■ Task objective: From the entries, copy every line that carries the string "Teralba".

■ Records for processing:
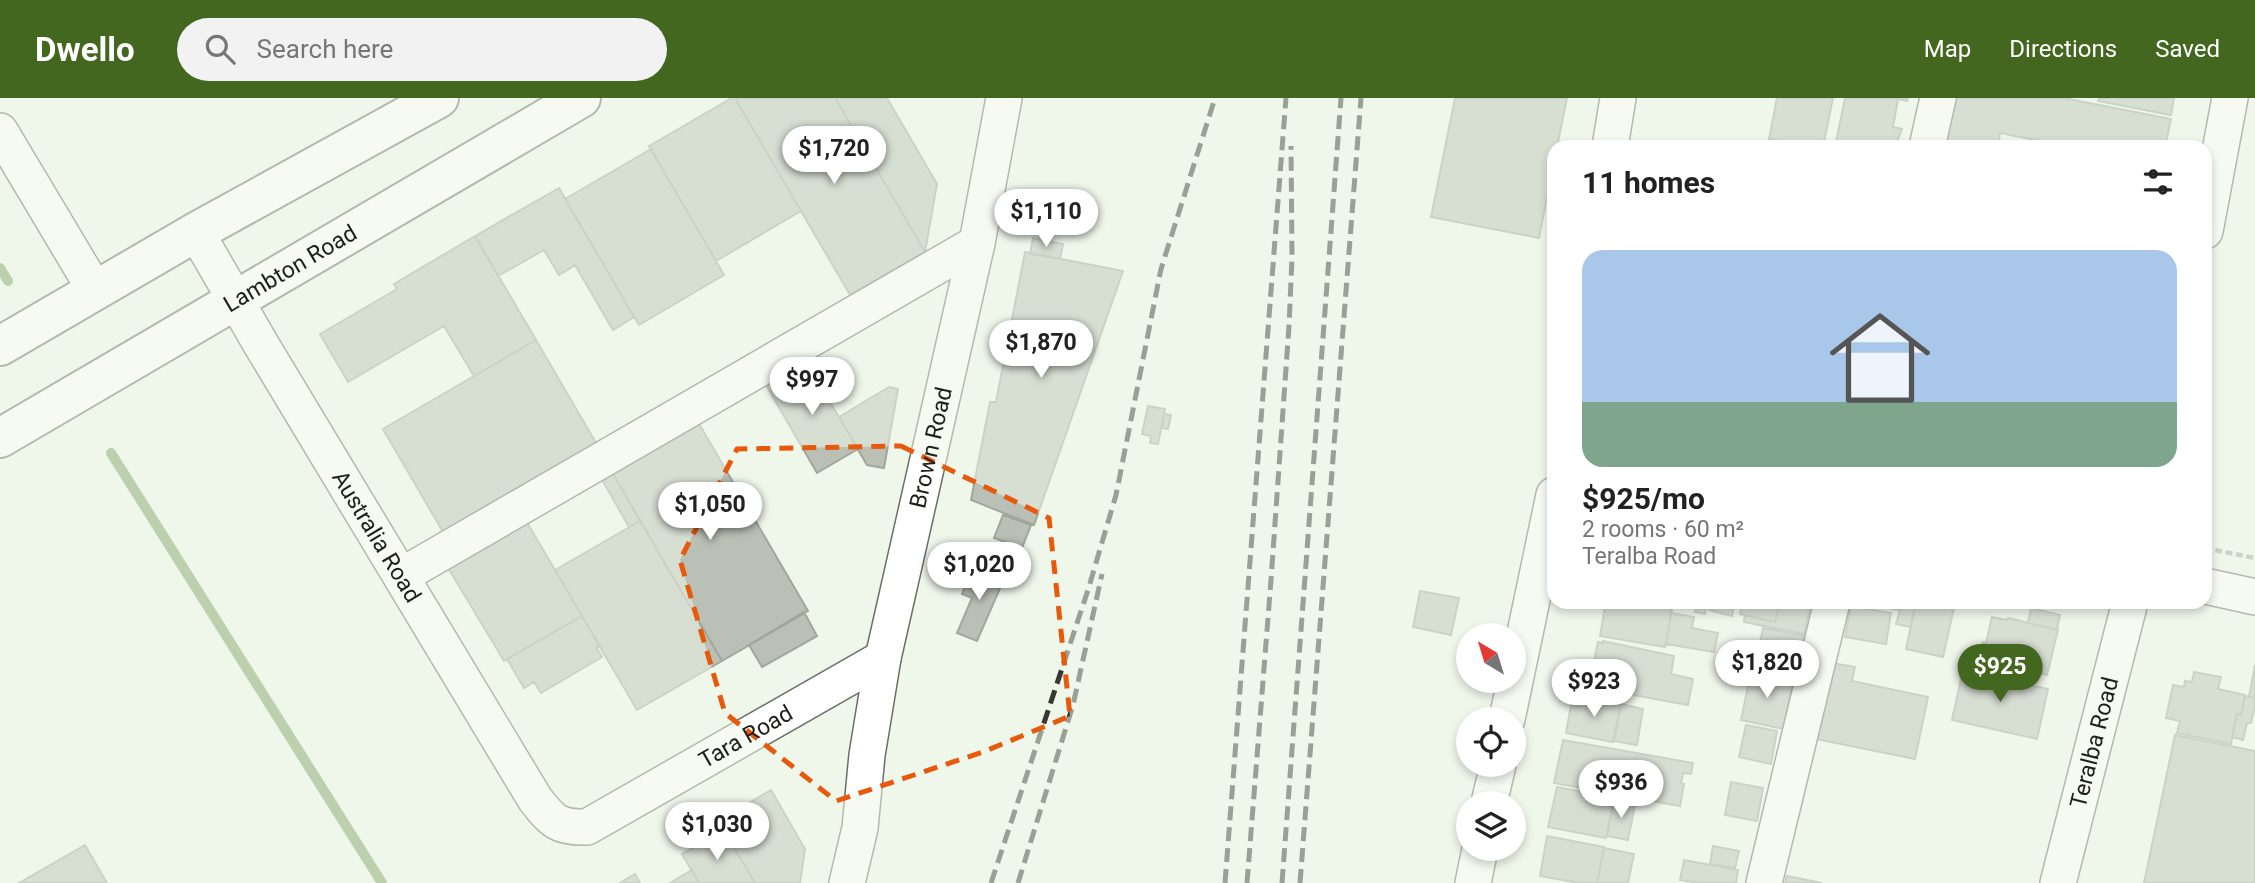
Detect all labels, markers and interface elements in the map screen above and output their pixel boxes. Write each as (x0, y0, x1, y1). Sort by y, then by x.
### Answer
search box (177, 18, 667, 81)
text: Dwello (35, 30, 135, 69)
icon: search (201, 30, 239, 68)
text: Search here (257, 34, 393, 64)
text: Map (1924, 35, 1971, 63)
text: Directions (2009, 35, 2117, 63)
text: Saved (2155, 35, 2220, 63)
pin: $1,720 (777, 126, 891, 186)
text: $1,720 (798, 135, 870, 162)
icon: filters (2139, 163, 2177, 201)
text: 11 homes (1582, 165, 1715, 200)
pin: $1,110 (989, 190, 1103, 249)
text: $1,110 (1010, 198, 1082, 225)
street label: Lambton Road (219, 219, 361, 318)
icon: home (1817, 295, 1943, 421)
pin: $1,870 (984, 320, 1098, 380)
text: $1,870 (1005, 329, 1077, 356)
pin: $997 (771, 358, 853, 417)
text: $997 (786, 366, 838, 393)
street label: Brown Road (904, 384, 957, 511)
street label: Australia Road (327, 466, 427, 607)
text: $925/mo (1582, 481, 1705, 516)
pin: $1,050 (653, 482, 767, 542)
text: $1,050 (674, 491, 746, 518)
text: 2 rooms · 60 m² (1582, 516, 1744, 543)
pin: $1,020 (922, 542, 1036, 602)
text: Teralba Road (1582, 543, 1716, 570)
text: $1,020 (943, 551, 1015, 578)
north arrow (1456, 623, 1526, 693)
map controls (1456, 623, 1526, 861)
pin: $1,820 (1710, 640, 1824, 700)
pin: $925 (1959, 644, 2041, 704)
text: $1,820 (1731, 649, 1803, 676)
text: $925 (1974, 653, 2026, 680)
pin: $923 (1553, 660, 1635, 719)
text: $923 (1568, 668, 1620, 695)
street label: Teralba Road (2064, 674, 2124, 811)
street label: Tara Road (694, 699, 797, 774)
button: locate (1456, 707, 1526, 777)
pin: $936 (1580, 760, 1662, 820)
text: $936 (1595, 769, 1647, 796)
button: layers (1456, 791, 1526, 861)
pin: $1,030 (660, 802, 774, 862)
text: $1,030 (681, 811, 753, 838)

■ Exercise response:
text: Teralba Road (1582, 543, 1716, 570)
street label: Teralba Road (2064, 674, 2124, 811)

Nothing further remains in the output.